A prediction: Runaway school choice will finally be corralled on the basketball court or football field.
Charter and voucher proponents have prevailed in pushing their agenda because they've been able to present the simplest message: Parents deserve a choice. The consequences of those choices, however, are starting to manifest themselves in ways that are even simpler to understand. When charter and voucher schools begin to look like a way for someone to cheat in athletic eligibility, that's when the game is over.
It's happening. The NCAA announced last week that it will no longer accept coursework from 24 online charter schools with curriculum provided by K12 Inc.
"All of these virtual schools are highly profitable," writes education historian Diane Ravitch, "The K12 corporation, listed on the New York Stock Exchange, receives full tuition for each student; the district loses the tuition, and the student gets a computer and textbooks.
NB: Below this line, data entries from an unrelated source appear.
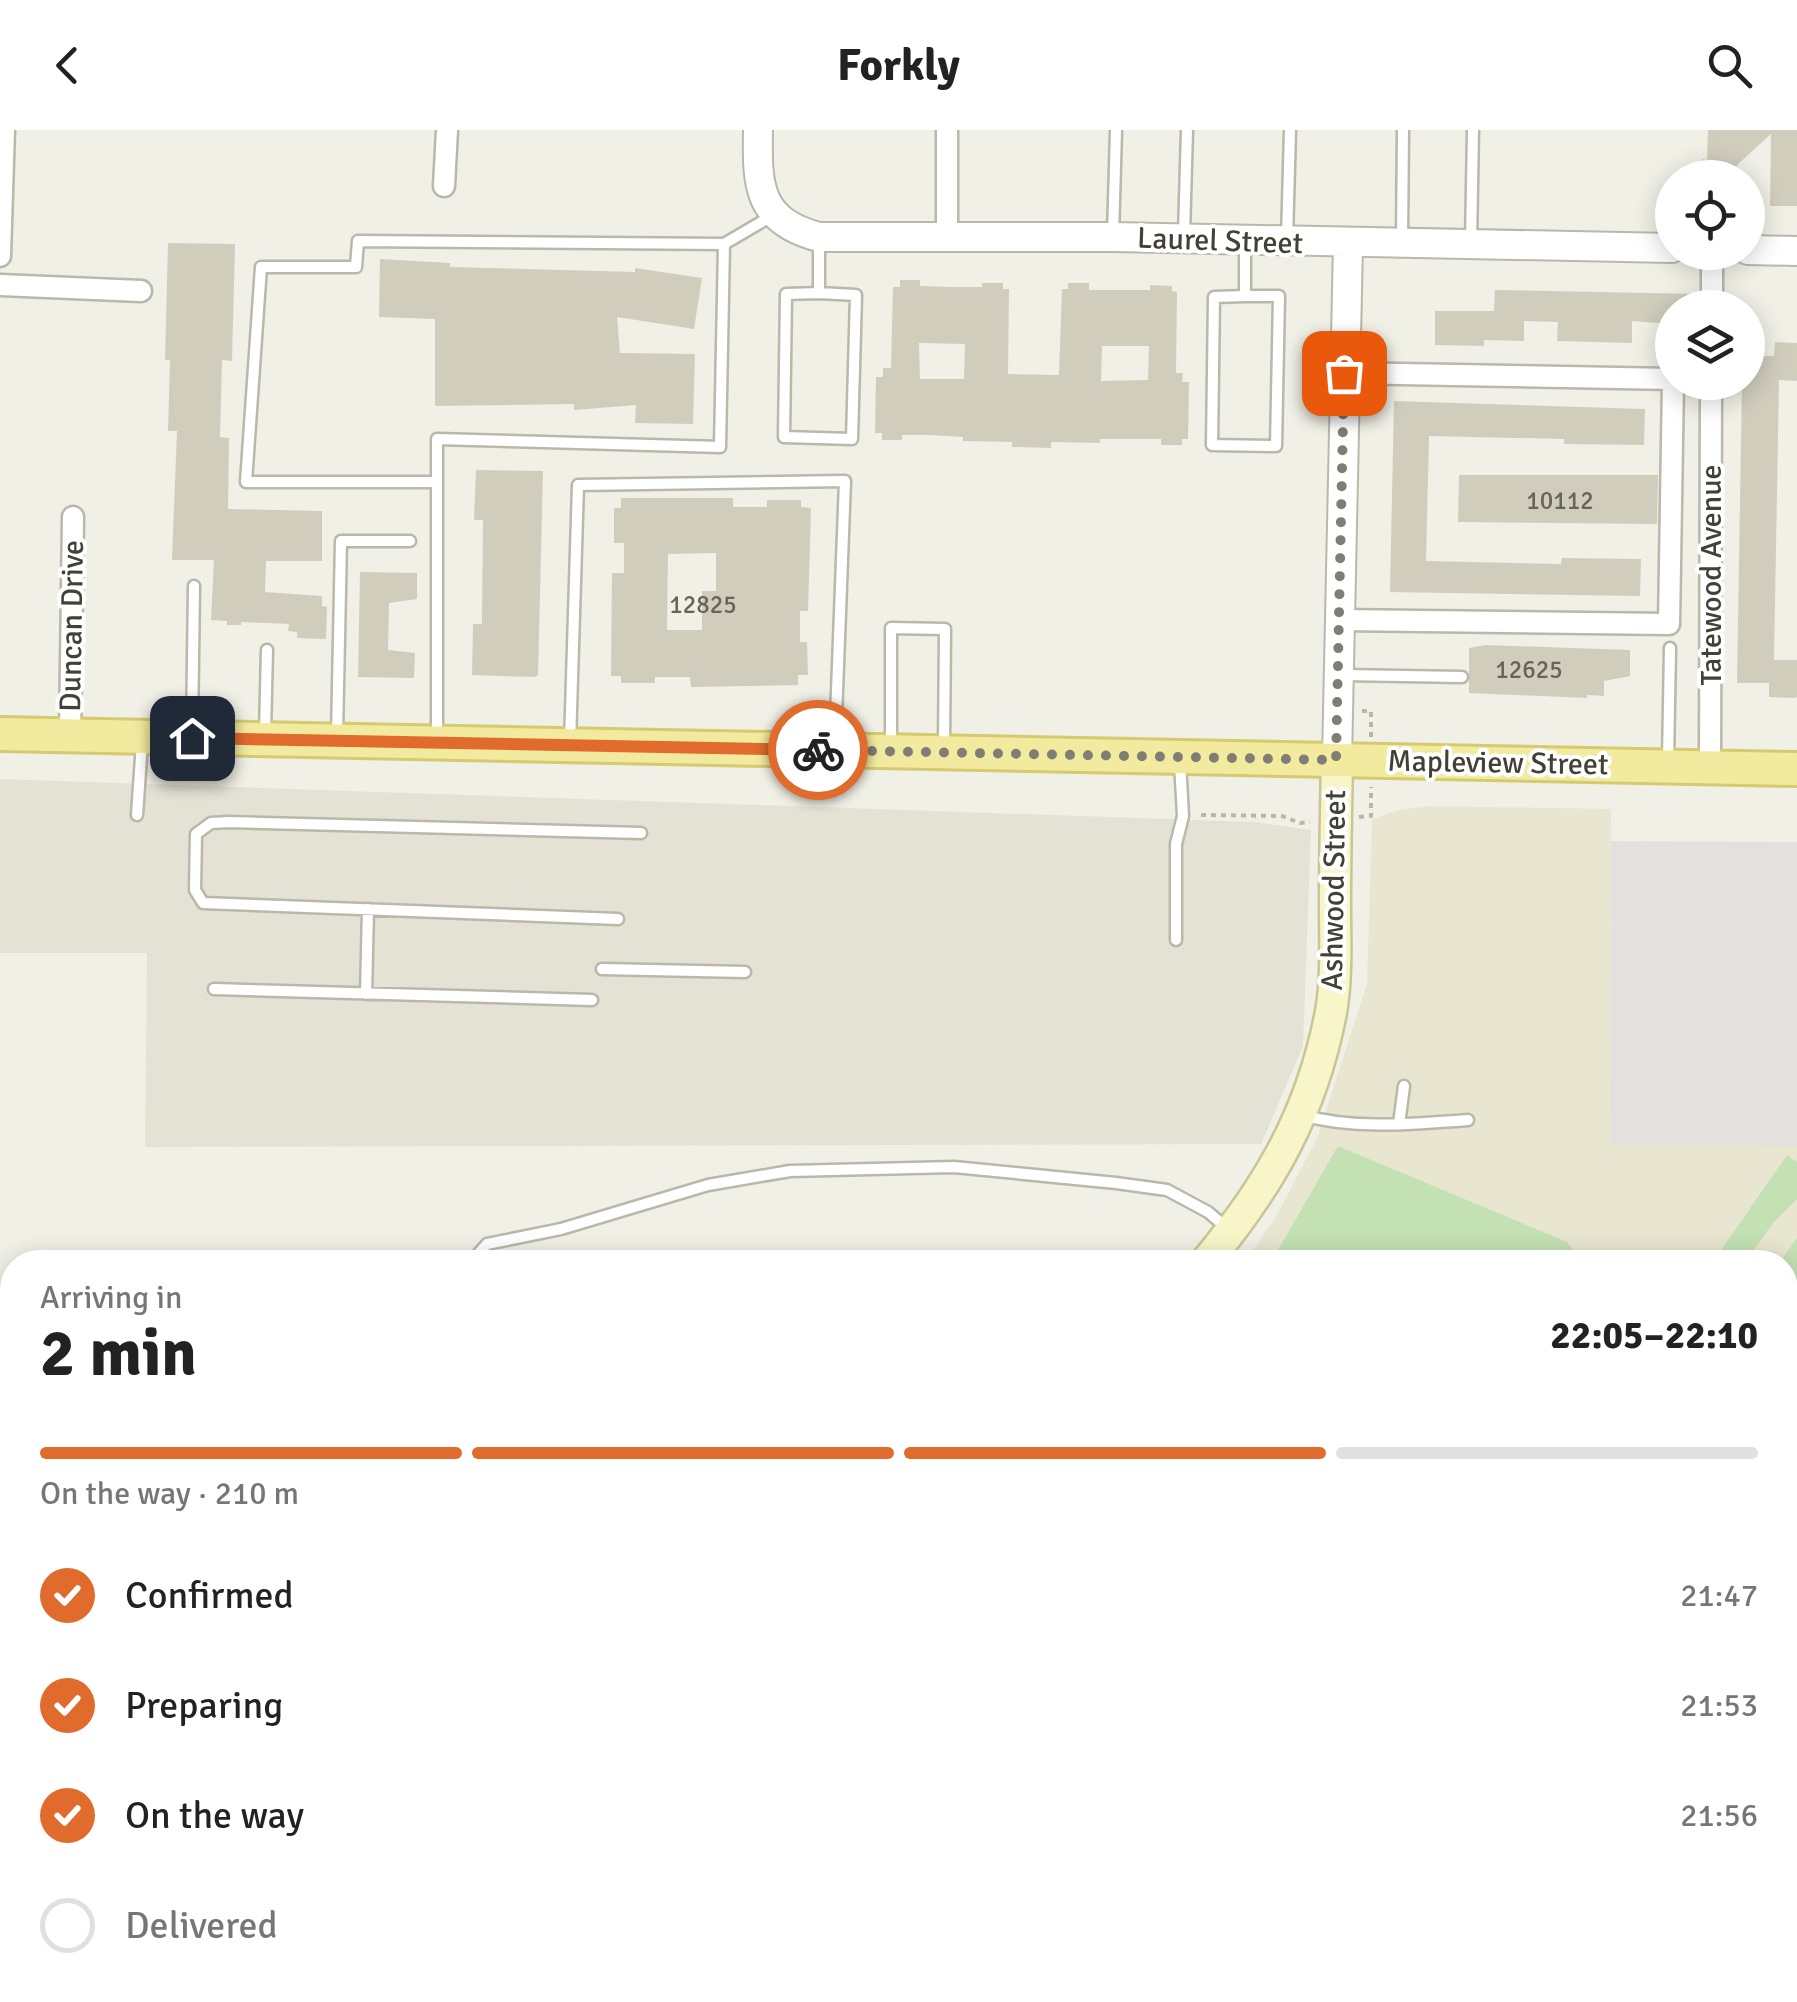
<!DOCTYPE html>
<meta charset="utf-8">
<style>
:root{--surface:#fff;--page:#f6f6f6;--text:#222;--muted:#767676;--line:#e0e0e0;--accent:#e16a2d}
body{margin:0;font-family:Signika,sans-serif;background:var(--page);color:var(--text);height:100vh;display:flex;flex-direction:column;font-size:38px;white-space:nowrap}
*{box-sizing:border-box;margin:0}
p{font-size:32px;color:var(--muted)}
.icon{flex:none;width:55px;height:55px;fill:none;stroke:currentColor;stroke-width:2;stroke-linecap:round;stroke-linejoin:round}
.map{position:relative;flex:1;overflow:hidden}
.sheet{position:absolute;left:0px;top:1120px;width:1798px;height:752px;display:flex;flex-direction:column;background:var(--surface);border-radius:40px 40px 0 0;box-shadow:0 5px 25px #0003}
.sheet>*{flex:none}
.controls{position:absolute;left:1655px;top:30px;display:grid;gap:20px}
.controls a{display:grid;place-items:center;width:110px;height:110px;border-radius:50%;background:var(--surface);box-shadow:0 5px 25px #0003;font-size:50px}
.pin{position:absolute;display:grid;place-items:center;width:85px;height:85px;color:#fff;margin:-42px;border-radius:20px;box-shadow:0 5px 15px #0006}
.courier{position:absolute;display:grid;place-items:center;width:100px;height:100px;margin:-50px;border:8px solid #e16a2d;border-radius:50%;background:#fff;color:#222;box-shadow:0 2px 12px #0007}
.head em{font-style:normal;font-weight:800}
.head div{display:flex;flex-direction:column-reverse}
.head{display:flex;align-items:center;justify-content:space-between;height:170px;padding:0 40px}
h1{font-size:65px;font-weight:800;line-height:75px}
.bar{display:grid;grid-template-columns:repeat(4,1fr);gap:15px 10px;align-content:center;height:120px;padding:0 40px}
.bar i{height:12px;border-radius:8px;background:var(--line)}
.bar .selected{background:var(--accent)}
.bar p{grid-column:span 4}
ol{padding:0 40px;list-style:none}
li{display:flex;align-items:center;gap:30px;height:110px}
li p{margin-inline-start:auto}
li .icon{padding:10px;border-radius:50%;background:var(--accent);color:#fff;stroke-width:4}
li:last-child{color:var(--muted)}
li i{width:55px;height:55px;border:5px solid var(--line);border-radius:50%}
header{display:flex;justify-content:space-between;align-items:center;height:130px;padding:0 40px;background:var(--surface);font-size:45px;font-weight:800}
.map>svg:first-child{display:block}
.residential{fill:#e4e2d5}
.education{fill:#e8e6d1}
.green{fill:#c4e1b3}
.parking{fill:#e2e1de}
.building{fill:#d1cdbd;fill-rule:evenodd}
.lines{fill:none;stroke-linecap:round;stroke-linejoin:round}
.service-casing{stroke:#bbb8aa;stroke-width:15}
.minor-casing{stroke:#bbb8aa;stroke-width:25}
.tertiary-casing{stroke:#bbb8aa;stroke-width:32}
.secondary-casing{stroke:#c8c598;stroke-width:35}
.primary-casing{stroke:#d5ca70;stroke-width:38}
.path{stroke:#bbb69d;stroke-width:4;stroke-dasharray:5 5;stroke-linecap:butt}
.service{stroke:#fff;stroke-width:10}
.minor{stroke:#fff;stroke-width:20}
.tertiary{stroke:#fff;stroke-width:28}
.secondary{stroke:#f8f6c9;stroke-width:30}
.primary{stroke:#f2ea9e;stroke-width:32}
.done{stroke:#807e74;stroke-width:10;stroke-dasharray:0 18}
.route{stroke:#e16a2d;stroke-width:12}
.labels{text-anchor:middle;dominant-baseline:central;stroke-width:8;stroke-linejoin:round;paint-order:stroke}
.number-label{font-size:25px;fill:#666358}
.street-label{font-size:30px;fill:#434036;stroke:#fff}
</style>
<header><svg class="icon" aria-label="back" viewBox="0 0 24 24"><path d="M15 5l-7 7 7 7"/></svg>Forkly<svg class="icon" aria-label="search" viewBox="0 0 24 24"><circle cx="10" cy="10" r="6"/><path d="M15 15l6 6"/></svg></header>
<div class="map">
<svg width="1797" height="1872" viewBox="0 0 1797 1872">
<rect width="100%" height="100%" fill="#f1f0e6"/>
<path class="residential" d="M0,649L1255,692L1311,700L1303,916L1261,1014L145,1017L147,823H0Z"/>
<path class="education" d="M1429,676L1611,679L1610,1013H1797V1518L1785,1534V1132H1245L1277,1085L1317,1008L1367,854L1372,689L1399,680Z
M359,1860H1585L1578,1872H354Z"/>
<path class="green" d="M1338,1016L1567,1112L1583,1132H1271Z
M1787,1025L1797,1032V1069L1773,1093L1745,1132H1713Z
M1797,1108V1360L1785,1377V1132H1780Z"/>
<path class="parking" d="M1611,711L1797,712V1016L1610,1014Z"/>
<path class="building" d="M1708,0H1797V76H1770L1771,4L1737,35V48H1701L1702,29L1707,30Z
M168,113L235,114L232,231L222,230L220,307L229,308L228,379L322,381V431H266L265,462L322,466V476L327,477L326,509L297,508V502L288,501L289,494L241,492V495H227V491L211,490L214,430H172L177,301H168L170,230H165Z
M380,129L450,133V137L635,142V138L702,148L694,199L617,187L620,223L695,224L693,294L635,293L636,275L574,280V274L435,276V189L379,187Z
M900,150H920V156L951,157H982V153H1003V159H1009L1008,244L1059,245L1062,159H1068V153H1089V160H1150V155L1172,156V161L1177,162L1176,243H1183L1182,252H1189L1188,309H1182V315H1161V309H1100V313L1051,312V318L1012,317V312L963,311V307L929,305H902V310H882V303H875L876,247H883V238H891L893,157H900ZM919,213L965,214L964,249H920ZM1102,216H1149L1148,250L1101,251Z
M1495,160L1698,164V178H1672V194L1632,191V213L1557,211L1558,192L1524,191V211L1484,210V216L1435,215V181H1494Z
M1775,212L1797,213V251L1779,250L1774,530H1797V567L1794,568L1769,567V553H1737L1742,252H1748V226H1774Z
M1394,271L1645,279L1644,315L1564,314V309L1429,306L1426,431L1561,434L1562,428L1641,429L1640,466L1390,462Z
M476,340L543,341L538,545L535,547L472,545L473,494H482L483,390H474Z
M1459,345H1658L1657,394L1458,392Z
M621,368H733V377H767V370H801V377L811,378L808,481H800V512H807L808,545H798V555L691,557L690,547H655V553H621V546H611L612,443H624V413H614V378H621ZM716,423V461H702V500H667L668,424Z
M360,442L417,443V469L389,473L388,520L415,523L414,548L358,547Z
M1486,515L1630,520V546L1604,551V566L1587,565V568L1469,563V518Z"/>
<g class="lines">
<g class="service-casing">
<path id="service" d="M1184,104L1187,0
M1113,106L1116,0
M819,108V163L786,164L784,307L852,309L856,165L819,163
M1287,109L1290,0
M1402,109L1403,0
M1245,113V166L1214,167L1212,315L1276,316L1279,166H1245
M1471,113L1473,0
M437,352H246L261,137H356L358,111L724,114
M1343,545L1462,547
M192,602L194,456
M265,603L267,520
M337,605L341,411H410
M437,607V309L720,317L724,114L775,84
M570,613L578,355L845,351L835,614
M891,615V498L945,499L944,616
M1668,631L1670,518
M137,685L142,613
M618,789L203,773L195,760L196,704L211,693L229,692L641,703
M1176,810V714L1183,686L1180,632
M602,839L745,842
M214,859L592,870
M366,864L368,779
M1302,985C1355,1000 1413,994 1468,990
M1399,994L1404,956
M471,1132L487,1114L561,1099L708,1055L790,1041L954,1037L1116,1053L1167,1060L1208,1082L1227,1098
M1785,1699L1797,1702
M1260,1860L1278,1872
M1761,1860L1780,1872
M426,1872L428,1860
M1169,1872L1177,1860
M1489,1872L1497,1860
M1613,1872L1620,1860"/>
</g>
<g class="minor-casing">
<path id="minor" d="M444,56L447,0
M947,109V0
M0,126L4,0
M0,155L141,161
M1712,178V122
M1344,243L1672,249
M1339,490L1669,494L1673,252
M70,605L73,387
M1710,638L1711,252"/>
</g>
<g class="tertiary-casing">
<path id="tertiary" d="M758,0C757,55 757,91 819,107H1113L1672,118
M1748,120L1797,121
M1337,630L1348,114"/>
</g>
<g class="secondary-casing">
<path id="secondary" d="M1206,1132C1270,1055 1312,982 1331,882C1337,848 1335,811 1335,775C1335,727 1336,678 1337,630
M331,1872L337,1860"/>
</g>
<g class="primary-casing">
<path id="primary" d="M0,604L1797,639"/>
</g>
<path class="path" d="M1362,581H1371V608
M1201,685L1282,686L1300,693L1310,692
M1359,687L1371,686V657"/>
<use href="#service" class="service"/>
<use href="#minor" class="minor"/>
<use href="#tertiary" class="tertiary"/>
<use href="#secondary" class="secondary"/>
<use href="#primary" class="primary"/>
</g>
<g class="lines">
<path class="done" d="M818,620L1336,630L1344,243"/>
<path class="route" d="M192,608L818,620"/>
</g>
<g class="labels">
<g class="number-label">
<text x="1560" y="370">10112</text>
<text x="703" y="474">12825</text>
<text x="1529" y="539">12625</text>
</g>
<g class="street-label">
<text transform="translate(1220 111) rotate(2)">Laurel Street</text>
<text transform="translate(1711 445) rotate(-90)">Tatewood Avenue</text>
<text transform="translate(72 496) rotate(-89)">Duncan Drive</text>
<text transform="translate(1498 633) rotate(1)">Mapleview Street</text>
<text transform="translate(1334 760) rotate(-89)">Ashwood Street</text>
</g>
</g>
</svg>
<div class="controls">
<a><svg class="icon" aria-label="locate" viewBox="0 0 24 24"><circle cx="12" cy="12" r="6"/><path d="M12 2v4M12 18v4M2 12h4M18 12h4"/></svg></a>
<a><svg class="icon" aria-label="layers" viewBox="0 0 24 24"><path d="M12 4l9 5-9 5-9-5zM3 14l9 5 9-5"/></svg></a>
</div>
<div class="pin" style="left:1344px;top:243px;background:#ea580c"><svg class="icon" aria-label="bag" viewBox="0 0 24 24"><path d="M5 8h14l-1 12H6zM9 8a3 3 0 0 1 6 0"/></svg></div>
<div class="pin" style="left:192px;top:608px;background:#1f2937"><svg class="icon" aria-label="home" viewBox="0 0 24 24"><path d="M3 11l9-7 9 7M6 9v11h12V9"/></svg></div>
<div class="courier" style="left:818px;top:620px"><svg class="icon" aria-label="bike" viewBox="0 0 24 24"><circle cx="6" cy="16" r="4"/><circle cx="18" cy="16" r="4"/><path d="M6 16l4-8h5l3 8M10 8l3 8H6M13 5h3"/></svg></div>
<section class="sheet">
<div class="head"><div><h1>2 min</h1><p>Arriving in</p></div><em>22:05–22:10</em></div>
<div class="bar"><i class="selected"></i><i class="selected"></i><i class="selected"></i><i></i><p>On the way · 210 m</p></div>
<ol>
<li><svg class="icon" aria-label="check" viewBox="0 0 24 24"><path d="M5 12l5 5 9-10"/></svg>Confirmed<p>21:47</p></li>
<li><svg class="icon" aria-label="check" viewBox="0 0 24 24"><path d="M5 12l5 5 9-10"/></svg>Preparing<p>21:53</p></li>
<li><svg class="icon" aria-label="check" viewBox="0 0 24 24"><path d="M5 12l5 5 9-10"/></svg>On the way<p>21:56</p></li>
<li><i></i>Delivered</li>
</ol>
</section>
</div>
K12 is known to have a high dropout rate and low graduation rates."
According to Ravitch, this is the first time a major accrediting body has declared that credits from K12 schools are unacceptable.
K12 is the for-profit company started by Michael Milken, the junk-bond king and convicted felon. His charter school management company has ridden the wave of so-called school reform to open taxpayer-funded schools across the country. A perfect new racket.
The NCAA's list of ineligible schools doesn't include any in Indiana, but K12 operates Hoosier Academies through a charter awarded by Ball State University. As StateImpact Indiana reported three years ago, questions about the schools and the quality of their instruction are long-standing. Ball State last year granted a three-year extension, with performance conditions, to Hoosier Academy-Indianapolis. The renewal request for Hoosier Academy-Muncie was withdrawn -- likely because the authorizer had indicated it wouldn't be renewed.
Virtual charters appear to be targeting parents with professional sports visions for their children. Another Indiana charter -- Indiana Connections Academy -- is advertising heavily on TV. What the operators don't share is that the virtual school posted a 33 percent graduation rate last year.
If the NCAA, which long tolerated questionable academic practices among its member schools, is cracking down on virtual schools, you can bet there are troubling questions about the classroom records of student-athletes "graduating" from virtual charters. And the first time an athlete from one of those programs nudges out a student from a traditional public school for a scholarship or prep award, the game will be up for unlimited school choice.